▶ _What you will do_: Look through the data below for the string "shaded", and copy every line where it turns up.

(Stored data entries)
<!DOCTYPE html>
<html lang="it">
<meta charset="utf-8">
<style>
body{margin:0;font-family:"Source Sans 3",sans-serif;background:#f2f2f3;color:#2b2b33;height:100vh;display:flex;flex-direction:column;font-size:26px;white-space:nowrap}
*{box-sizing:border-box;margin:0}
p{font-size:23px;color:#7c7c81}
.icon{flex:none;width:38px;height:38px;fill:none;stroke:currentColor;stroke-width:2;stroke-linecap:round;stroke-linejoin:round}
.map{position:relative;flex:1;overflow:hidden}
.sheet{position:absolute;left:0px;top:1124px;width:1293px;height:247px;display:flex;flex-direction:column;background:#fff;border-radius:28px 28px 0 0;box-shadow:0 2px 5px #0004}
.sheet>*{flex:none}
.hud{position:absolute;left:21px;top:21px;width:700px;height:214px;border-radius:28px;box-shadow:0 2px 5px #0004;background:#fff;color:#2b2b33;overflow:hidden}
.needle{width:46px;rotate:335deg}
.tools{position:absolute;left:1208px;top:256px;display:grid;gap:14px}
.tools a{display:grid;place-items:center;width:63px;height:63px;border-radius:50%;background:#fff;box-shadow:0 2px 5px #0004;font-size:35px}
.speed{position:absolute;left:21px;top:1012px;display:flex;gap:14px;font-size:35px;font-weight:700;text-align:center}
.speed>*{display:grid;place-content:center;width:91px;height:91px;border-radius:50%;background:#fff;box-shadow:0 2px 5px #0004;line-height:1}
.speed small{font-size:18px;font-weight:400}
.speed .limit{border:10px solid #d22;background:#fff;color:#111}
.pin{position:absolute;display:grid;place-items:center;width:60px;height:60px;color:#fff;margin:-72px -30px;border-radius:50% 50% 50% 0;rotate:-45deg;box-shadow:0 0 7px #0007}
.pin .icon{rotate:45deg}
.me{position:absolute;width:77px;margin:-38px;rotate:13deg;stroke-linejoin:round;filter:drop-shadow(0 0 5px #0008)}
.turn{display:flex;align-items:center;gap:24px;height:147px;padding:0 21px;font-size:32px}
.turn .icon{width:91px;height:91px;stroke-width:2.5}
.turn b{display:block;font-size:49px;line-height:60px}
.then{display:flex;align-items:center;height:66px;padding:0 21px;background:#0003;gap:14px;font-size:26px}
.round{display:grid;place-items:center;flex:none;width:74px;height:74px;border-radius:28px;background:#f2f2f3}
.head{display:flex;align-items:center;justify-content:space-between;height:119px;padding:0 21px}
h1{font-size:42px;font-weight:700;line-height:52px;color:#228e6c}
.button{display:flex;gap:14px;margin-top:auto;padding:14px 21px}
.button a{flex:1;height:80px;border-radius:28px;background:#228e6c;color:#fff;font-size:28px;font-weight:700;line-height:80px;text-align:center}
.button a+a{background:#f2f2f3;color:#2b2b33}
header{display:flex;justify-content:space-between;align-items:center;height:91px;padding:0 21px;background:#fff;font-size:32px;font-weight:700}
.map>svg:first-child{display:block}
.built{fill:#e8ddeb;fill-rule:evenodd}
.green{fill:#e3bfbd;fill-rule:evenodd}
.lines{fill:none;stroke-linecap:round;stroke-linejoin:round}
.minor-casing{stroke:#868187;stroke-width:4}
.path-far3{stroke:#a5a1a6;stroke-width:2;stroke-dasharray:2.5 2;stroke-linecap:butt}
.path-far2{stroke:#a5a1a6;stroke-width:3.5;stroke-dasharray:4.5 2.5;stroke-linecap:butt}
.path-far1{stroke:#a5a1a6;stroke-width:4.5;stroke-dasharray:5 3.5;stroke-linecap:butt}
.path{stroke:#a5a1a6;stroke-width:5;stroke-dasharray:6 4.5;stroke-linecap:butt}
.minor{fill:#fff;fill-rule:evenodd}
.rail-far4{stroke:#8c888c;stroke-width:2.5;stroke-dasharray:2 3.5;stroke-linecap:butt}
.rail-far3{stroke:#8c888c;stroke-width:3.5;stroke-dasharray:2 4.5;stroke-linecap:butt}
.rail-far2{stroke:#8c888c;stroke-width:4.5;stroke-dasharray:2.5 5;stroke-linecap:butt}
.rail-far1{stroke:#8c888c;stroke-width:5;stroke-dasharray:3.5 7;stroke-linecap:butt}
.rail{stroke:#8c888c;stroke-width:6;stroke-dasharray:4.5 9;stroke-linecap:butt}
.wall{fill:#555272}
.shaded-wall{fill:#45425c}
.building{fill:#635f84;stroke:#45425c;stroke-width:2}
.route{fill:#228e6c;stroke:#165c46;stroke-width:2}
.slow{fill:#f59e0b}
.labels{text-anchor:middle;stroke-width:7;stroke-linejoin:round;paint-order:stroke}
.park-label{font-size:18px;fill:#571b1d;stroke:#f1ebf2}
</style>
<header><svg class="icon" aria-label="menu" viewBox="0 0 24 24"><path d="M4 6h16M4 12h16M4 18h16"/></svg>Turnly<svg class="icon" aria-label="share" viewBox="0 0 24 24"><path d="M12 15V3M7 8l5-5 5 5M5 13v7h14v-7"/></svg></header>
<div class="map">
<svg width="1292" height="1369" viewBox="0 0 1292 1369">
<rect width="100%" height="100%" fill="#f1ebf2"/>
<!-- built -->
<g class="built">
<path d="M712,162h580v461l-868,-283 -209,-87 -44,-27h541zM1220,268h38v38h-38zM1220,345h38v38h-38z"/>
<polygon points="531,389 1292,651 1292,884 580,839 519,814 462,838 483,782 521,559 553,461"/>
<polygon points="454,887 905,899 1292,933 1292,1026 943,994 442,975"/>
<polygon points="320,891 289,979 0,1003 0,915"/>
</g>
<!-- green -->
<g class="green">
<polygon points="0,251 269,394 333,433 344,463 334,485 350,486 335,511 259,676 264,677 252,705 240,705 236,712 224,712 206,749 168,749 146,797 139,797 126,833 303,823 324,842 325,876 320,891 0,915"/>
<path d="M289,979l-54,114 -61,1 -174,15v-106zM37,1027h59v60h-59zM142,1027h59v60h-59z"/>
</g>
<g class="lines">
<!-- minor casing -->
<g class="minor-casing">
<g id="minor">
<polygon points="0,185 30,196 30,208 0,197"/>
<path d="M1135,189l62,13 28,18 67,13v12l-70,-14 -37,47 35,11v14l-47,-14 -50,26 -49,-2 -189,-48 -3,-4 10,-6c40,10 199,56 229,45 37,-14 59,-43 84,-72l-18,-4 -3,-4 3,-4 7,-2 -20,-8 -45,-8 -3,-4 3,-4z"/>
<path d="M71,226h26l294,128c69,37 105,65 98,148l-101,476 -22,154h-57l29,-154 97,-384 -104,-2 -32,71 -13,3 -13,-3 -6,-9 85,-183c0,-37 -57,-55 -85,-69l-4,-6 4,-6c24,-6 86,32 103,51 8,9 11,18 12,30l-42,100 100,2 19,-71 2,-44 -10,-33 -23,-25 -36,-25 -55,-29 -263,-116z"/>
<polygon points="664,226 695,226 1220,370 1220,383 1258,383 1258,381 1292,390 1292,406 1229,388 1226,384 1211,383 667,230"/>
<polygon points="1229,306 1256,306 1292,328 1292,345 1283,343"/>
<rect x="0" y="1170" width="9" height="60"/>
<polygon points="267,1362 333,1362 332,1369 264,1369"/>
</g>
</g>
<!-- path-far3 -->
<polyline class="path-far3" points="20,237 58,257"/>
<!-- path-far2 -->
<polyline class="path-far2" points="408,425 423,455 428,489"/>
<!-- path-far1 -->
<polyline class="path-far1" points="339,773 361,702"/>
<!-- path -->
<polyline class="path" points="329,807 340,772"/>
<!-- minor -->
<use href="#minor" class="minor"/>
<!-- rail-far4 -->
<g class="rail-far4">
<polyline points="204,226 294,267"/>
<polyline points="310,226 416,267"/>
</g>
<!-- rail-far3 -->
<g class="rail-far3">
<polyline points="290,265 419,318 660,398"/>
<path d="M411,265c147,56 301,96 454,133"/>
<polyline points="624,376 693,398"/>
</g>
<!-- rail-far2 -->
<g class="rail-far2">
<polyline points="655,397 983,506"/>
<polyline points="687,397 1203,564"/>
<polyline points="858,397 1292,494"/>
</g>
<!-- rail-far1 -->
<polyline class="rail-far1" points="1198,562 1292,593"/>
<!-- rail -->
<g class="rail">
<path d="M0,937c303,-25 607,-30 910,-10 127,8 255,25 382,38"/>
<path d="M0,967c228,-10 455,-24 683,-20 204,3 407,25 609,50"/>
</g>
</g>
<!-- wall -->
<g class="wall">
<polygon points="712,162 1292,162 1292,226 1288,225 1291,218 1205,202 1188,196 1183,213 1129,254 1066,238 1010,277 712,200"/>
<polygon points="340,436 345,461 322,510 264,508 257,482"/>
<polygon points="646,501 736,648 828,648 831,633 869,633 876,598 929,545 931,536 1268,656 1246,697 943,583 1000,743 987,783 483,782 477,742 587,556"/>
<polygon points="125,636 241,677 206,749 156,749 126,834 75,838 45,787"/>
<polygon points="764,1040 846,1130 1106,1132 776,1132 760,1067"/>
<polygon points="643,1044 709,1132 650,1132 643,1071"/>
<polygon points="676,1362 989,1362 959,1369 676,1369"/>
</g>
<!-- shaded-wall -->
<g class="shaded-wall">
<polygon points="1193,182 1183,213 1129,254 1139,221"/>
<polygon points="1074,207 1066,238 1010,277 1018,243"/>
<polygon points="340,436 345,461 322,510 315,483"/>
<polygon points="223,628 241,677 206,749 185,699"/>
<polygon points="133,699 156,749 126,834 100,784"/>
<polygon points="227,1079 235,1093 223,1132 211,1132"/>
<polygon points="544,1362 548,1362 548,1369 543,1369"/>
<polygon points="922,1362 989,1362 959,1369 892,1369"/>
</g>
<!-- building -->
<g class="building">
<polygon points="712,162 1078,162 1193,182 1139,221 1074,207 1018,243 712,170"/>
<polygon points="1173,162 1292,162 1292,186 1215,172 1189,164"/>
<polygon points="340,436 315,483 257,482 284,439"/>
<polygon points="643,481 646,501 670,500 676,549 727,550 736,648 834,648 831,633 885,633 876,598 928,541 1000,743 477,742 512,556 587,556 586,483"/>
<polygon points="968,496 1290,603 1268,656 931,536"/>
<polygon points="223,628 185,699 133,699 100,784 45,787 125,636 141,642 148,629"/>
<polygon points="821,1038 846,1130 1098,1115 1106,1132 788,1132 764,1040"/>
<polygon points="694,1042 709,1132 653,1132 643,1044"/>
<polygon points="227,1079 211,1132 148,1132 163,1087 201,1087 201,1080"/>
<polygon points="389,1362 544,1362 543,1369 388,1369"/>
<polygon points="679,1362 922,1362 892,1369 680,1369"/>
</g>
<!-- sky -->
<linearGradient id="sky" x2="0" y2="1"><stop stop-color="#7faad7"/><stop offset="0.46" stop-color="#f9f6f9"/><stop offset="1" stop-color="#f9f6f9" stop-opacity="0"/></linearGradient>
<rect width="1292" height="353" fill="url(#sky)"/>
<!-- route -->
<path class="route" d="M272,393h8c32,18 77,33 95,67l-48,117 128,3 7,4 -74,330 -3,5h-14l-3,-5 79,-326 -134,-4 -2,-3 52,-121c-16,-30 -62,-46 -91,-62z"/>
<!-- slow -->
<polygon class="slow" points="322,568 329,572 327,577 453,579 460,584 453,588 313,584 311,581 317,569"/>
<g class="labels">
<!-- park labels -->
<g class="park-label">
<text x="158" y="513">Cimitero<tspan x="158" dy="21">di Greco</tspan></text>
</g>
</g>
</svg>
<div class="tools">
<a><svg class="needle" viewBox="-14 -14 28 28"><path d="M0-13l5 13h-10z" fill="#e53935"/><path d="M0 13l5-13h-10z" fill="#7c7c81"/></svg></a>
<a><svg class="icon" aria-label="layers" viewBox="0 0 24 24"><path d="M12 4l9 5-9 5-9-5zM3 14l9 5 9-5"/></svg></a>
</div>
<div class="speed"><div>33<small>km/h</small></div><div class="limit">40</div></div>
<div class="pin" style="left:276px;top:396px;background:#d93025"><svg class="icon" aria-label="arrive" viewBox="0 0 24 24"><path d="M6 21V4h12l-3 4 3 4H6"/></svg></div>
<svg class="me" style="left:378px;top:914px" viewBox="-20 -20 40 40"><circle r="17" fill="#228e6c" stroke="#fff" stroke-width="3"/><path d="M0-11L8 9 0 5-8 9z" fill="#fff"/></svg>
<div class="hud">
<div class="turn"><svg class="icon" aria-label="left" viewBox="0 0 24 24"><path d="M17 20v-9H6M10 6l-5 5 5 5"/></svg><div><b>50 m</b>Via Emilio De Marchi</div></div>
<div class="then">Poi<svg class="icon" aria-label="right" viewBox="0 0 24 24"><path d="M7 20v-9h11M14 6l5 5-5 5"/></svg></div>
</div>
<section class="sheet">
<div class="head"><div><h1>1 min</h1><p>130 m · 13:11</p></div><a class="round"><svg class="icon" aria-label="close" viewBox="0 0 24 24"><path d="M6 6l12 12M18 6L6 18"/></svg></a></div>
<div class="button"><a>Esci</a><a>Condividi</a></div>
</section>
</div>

▶ _Response_:
.shaded-wall{fill:#45425c}
<!-- shaded-wall -->
<g class="shaded-wall">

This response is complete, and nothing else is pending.